My own touches....I also add a bit of cinnamon, nutmeg, clove and ginger for an Indian pudding taste. I have also by accident let it brown...and it still tastes good...almost camelized. I don't have a food processor...so I just use a hand blender. And most importantly I buy the squash all cut up...

It is the best butternut squash you have ever had... The roasting makes it so sweet and makes the texture a bit creamier than boiled butternut squash.

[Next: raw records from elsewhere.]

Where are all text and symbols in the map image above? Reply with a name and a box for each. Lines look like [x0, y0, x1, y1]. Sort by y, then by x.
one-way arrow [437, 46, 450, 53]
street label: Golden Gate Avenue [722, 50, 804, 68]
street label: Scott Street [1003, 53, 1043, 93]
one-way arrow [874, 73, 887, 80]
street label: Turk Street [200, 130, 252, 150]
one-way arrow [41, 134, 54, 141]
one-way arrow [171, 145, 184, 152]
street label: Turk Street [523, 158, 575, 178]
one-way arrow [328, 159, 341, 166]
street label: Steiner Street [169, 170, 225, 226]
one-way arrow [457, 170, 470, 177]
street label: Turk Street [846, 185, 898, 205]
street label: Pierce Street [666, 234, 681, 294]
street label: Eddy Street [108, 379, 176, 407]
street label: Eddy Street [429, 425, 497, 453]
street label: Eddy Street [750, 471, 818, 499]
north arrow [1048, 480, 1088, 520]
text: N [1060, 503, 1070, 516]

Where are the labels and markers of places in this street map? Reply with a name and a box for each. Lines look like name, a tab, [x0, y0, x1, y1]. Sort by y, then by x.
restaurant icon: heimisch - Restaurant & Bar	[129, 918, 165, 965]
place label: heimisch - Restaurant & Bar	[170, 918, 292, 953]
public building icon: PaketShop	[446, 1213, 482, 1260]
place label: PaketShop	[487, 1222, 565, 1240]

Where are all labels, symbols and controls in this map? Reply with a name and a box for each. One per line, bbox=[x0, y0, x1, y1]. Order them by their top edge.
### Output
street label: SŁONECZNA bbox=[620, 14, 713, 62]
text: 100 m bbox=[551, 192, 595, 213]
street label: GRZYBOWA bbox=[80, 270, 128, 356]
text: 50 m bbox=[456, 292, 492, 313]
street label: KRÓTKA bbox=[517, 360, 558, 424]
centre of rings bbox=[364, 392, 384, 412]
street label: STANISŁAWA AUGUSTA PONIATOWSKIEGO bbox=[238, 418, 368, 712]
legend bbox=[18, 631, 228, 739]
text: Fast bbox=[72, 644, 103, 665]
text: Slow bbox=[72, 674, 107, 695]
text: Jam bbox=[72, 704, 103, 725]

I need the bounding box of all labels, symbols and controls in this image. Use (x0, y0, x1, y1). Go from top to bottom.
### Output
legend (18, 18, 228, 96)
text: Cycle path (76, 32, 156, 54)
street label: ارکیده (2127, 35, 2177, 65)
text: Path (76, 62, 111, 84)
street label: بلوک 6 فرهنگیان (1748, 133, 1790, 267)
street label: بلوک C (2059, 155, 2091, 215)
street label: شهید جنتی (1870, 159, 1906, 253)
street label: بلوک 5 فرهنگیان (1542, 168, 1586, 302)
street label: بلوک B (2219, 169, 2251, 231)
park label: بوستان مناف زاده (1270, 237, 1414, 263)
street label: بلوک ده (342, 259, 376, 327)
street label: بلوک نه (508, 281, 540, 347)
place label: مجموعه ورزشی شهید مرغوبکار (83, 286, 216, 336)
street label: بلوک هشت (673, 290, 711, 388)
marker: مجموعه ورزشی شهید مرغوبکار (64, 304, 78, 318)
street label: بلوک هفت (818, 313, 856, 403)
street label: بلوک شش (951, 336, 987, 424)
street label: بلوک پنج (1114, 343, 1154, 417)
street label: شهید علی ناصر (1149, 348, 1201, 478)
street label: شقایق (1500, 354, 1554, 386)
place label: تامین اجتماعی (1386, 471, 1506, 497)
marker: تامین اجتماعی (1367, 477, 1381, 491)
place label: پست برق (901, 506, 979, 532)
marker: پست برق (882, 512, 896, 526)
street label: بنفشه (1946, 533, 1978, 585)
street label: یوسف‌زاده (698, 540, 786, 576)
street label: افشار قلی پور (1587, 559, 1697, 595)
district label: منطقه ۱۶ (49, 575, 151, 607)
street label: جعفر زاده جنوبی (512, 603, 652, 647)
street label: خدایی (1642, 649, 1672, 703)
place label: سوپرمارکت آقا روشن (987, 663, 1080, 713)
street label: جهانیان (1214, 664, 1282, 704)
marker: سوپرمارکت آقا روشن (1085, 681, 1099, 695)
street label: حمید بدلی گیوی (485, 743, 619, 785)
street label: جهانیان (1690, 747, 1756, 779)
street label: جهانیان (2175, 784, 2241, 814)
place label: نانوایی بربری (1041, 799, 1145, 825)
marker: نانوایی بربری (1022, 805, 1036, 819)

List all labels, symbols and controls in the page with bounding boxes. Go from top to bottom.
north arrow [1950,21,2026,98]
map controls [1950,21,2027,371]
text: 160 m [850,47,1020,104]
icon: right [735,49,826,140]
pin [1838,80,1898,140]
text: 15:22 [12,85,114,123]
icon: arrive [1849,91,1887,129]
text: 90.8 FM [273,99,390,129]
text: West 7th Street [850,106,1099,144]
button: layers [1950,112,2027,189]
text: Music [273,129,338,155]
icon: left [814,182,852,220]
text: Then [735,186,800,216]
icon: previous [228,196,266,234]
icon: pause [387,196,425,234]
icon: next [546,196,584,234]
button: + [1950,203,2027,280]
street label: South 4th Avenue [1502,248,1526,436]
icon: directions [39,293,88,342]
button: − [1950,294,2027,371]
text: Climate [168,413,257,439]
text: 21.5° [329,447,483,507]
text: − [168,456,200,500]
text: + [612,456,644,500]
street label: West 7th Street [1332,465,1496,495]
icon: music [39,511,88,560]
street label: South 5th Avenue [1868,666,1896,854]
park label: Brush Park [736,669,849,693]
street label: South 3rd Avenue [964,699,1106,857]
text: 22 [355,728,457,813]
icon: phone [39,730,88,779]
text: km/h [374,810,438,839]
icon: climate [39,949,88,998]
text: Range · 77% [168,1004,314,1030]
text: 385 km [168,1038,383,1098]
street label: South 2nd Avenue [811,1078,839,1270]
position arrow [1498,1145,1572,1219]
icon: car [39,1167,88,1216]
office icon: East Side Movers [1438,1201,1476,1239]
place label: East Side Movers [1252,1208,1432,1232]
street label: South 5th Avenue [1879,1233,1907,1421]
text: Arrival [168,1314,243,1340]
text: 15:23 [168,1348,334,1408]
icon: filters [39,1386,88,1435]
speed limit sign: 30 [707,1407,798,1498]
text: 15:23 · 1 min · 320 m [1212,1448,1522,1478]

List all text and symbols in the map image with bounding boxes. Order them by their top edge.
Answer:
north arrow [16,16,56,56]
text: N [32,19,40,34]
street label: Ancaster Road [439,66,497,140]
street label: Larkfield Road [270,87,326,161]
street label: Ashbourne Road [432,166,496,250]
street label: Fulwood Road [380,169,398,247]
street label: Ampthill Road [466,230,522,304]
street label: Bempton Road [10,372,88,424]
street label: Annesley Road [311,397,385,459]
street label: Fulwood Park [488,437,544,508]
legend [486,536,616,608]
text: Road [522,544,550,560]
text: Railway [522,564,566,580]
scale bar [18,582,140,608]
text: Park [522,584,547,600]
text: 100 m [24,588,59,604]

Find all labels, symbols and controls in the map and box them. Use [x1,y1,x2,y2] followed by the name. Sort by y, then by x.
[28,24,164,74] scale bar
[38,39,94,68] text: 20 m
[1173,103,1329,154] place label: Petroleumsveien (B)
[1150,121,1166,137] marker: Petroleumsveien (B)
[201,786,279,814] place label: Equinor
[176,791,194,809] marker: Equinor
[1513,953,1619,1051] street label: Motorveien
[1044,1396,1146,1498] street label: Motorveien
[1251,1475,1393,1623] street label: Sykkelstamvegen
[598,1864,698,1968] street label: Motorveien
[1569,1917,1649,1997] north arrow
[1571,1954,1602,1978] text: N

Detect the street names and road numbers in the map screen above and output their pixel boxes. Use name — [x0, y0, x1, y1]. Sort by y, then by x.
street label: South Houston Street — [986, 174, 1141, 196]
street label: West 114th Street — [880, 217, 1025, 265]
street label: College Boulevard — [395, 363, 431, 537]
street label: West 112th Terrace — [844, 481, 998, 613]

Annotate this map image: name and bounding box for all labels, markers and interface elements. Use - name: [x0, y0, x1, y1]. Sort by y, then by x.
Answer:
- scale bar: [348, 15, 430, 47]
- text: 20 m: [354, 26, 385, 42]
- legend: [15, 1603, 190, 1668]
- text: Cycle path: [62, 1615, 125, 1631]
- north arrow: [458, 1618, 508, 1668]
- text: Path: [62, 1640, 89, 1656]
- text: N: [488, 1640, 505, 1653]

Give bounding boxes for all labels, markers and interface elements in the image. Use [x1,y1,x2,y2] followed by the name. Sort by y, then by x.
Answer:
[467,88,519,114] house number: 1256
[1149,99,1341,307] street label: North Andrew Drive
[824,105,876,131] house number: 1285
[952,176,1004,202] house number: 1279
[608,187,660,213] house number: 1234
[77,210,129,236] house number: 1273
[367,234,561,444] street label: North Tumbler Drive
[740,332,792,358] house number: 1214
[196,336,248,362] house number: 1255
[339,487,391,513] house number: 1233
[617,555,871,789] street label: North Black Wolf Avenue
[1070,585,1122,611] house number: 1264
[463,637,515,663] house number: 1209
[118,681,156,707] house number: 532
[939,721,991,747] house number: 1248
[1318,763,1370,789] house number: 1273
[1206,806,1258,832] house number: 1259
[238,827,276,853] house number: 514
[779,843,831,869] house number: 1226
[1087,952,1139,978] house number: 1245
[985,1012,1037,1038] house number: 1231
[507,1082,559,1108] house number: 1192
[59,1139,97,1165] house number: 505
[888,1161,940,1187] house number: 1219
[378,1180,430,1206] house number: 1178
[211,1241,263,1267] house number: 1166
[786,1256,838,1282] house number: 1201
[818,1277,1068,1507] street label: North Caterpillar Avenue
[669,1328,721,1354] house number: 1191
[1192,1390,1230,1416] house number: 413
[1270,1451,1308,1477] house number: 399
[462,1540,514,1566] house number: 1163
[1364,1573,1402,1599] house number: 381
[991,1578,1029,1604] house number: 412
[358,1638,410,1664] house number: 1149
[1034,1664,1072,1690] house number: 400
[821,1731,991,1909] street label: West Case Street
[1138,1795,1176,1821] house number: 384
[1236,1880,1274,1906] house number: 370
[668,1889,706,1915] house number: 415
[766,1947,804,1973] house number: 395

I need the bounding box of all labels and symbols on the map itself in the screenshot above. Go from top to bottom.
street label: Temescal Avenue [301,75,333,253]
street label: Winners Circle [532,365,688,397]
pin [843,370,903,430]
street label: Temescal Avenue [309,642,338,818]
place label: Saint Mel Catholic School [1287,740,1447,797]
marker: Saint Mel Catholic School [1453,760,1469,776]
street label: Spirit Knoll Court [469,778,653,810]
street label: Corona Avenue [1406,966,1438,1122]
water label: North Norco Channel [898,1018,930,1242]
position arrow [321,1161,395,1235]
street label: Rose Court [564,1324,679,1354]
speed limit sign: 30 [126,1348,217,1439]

All I have left to figure out now is the centerpieces and I am torn between bowls of fruit or flowers... But the decorating is the fun part for me. I guess I will see what moves me on tuesday or wednesday when I go to get them.

How are you all doing?


----------



## Missy (Nov 6, 2006)

rohhh ohhh!!! just re-arranged our living room to try and fit a 2nd table....not going to work! So I guess it will be buffet, find your own corner, meal. We can fit up to 14 tightly at the dining room table. So there's the coffee table and the ottoman... and a little table in our sun room (the boys room--but it is cold in there) ... It's funny I never realized how small our house was before. I have had up to 50 people in our house for a party where all the food was put on the table and people wandered...but trying to seat 20 people is hard.


----------



## Cheryl (Mar 17, 2007)

Can you move some LR furniture into the garage or elsewhere so the 2nd table will fit?


----------



## Missy (Nov 6, 2006)

Cheryl, that is a good idea. We considered that, but it is actually a long day of appetizers and socializing and of course watching football and desert, we decided to leave the living room in tact to encourage socializing. With buffet, there are always stragglers so I suspect there will be 2 shifts at the table. just going to have to be casual. I will do formal Holiday meal another time with fewer people. I am so impressed with your organization though.


----------



## Laurief (Nov 7, 2006)

Missy, Is your dining room off of your foyer?? I initially was going to do a table going in to the foyer from the dining room, and a table in the kitchen which is attached on the other side, but my kitchen is big enough to do the two tables, and the buffet dishes, and the dining room table. But you could do a table into the foyer. My family has this "strange" tradition of always being "on top of each other" so we have to see each other, to make the toast, and do the prayer, etc etc. Thats what you get from coming from are really lare family who has done EVERYTHING TOGETHER for years and years. 
I just realized that it is Sunday night and I still have not even written out my grocery list - I guess I better do it!! I dont know if I am going to have time to do the pumpkin roll for Thanksgiving, but I am sure going to try to make it next week!!!!


----------



## Cheryl (Mar 17, 2007)

Missy--if you are willing to set a table at the last minute, you can always assign a couple people to rearrange the furniture--meaning, remove the couch (or whatever is necessary)from the LR and set up the table. I guess you have figured out that I would like everyone together when they are giving thanks for the fabulous dinner you have prepared.


----------



## Missy (Nov 6, 2006)

Laurie, Cheryl, you are both so sweet. I think we will all gather and give thanks before I "open" the buffet. My foyer is 4 X 4 LOL... and off the living room. It's an old cape style house. bigger than most of it's time. but still small. to move the living room furniture I would have to move the dining room furniture...or block the bathroom. But if we have a heat wave (it's 20 degrees tonight) we can open the door from the dining room and set a table up on the deck and we would sort of be in the same room... 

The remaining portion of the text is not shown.